EXERCISE GOAL: From the entries, copy out every line in which the word "halo" is found.

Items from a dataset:
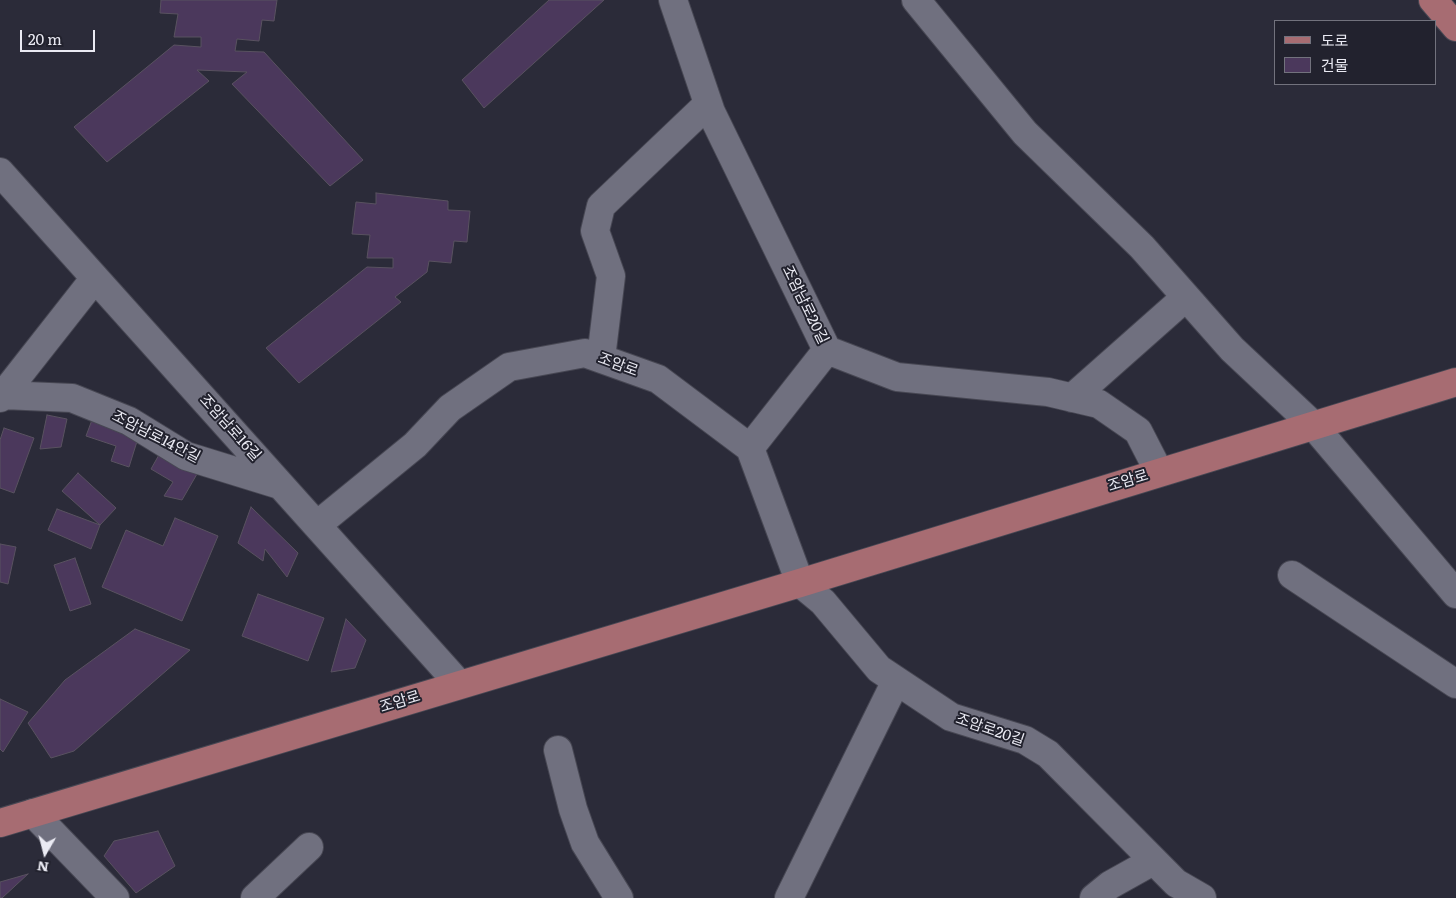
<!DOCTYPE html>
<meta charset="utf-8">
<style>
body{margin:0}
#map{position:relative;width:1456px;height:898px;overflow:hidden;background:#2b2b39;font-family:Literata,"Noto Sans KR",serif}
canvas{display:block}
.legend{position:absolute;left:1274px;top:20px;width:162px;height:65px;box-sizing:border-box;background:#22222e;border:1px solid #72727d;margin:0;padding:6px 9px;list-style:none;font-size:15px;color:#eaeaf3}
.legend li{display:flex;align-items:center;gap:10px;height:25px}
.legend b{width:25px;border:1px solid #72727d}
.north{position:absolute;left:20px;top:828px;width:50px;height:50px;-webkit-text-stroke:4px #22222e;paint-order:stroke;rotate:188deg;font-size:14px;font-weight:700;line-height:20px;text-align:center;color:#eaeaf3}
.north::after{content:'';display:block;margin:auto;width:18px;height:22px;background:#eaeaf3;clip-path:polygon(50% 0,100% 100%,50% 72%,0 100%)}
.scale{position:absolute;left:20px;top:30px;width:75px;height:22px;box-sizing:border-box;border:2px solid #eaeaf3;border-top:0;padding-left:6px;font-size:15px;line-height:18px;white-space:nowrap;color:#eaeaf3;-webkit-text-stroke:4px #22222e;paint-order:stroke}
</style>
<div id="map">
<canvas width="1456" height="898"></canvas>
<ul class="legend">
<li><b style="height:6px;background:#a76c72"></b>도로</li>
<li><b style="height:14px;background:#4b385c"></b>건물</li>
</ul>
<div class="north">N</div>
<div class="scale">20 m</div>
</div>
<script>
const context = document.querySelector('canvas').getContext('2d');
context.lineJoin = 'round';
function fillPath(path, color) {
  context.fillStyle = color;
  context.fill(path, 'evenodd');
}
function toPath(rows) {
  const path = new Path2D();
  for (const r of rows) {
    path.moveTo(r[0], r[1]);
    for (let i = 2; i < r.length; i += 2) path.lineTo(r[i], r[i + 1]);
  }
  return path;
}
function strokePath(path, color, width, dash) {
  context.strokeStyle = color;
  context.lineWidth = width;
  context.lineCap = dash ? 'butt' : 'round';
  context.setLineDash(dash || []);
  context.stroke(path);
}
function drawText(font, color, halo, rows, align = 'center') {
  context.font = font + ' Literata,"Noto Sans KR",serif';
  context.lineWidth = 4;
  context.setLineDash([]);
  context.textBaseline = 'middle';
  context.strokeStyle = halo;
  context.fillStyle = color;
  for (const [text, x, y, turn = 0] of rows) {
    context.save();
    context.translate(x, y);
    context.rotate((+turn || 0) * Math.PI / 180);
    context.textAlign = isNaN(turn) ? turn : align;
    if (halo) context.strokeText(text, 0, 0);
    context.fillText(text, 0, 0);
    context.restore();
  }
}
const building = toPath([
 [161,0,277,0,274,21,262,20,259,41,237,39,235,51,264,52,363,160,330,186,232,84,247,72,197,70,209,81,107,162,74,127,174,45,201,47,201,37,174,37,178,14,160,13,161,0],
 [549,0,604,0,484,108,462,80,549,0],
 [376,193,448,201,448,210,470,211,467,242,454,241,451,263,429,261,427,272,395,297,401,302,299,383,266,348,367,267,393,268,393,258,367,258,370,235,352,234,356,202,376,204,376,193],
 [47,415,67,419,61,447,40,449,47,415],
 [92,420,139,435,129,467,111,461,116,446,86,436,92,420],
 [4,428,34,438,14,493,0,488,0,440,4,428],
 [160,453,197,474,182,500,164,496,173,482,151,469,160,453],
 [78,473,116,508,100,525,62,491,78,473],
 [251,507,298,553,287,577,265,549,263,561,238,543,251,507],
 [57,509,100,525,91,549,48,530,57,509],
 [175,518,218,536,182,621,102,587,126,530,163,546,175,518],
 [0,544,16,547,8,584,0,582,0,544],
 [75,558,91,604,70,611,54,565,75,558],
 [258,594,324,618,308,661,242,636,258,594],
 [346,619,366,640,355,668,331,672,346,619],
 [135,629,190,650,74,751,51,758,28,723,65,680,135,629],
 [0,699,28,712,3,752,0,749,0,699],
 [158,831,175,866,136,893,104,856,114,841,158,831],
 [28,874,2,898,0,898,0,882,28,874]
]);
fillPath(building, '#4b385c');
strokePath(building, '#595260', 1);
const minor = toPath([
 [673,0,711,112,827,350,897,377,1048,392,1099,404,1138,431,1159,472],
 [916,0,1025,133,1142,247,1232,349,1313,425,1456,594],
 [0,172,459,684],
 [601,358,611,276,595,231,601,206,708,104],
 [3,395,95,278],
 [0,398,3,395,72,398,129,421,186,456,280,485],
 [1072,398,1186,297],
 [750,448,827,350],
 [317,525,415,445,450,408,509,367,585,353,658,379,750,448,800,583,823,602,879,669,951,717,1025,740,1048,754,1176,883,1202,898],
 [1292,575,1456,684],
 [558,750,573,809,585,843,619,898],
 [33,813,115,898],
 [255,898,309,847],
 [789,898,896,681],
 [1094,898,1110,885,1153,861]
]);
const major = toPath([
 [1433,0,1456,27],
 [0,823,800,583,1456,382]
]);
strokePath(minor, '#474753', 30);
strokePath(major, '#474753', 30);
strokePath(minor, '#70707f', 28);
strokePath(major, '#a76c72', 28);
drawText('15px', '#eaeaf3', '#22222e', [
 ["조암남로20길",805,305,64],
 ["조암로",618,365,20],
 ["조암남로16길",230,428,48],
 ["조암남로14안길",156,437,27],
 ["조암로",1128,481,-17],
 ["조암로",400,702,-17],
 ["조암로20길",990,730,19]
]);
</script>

OUTPUT OF THE EXERCISE:
function drawText(font, color, halo, rows, align = 'center') {
  context.strokeStyle = halo;
    if (halo) context.strokeText(text, 0, 0);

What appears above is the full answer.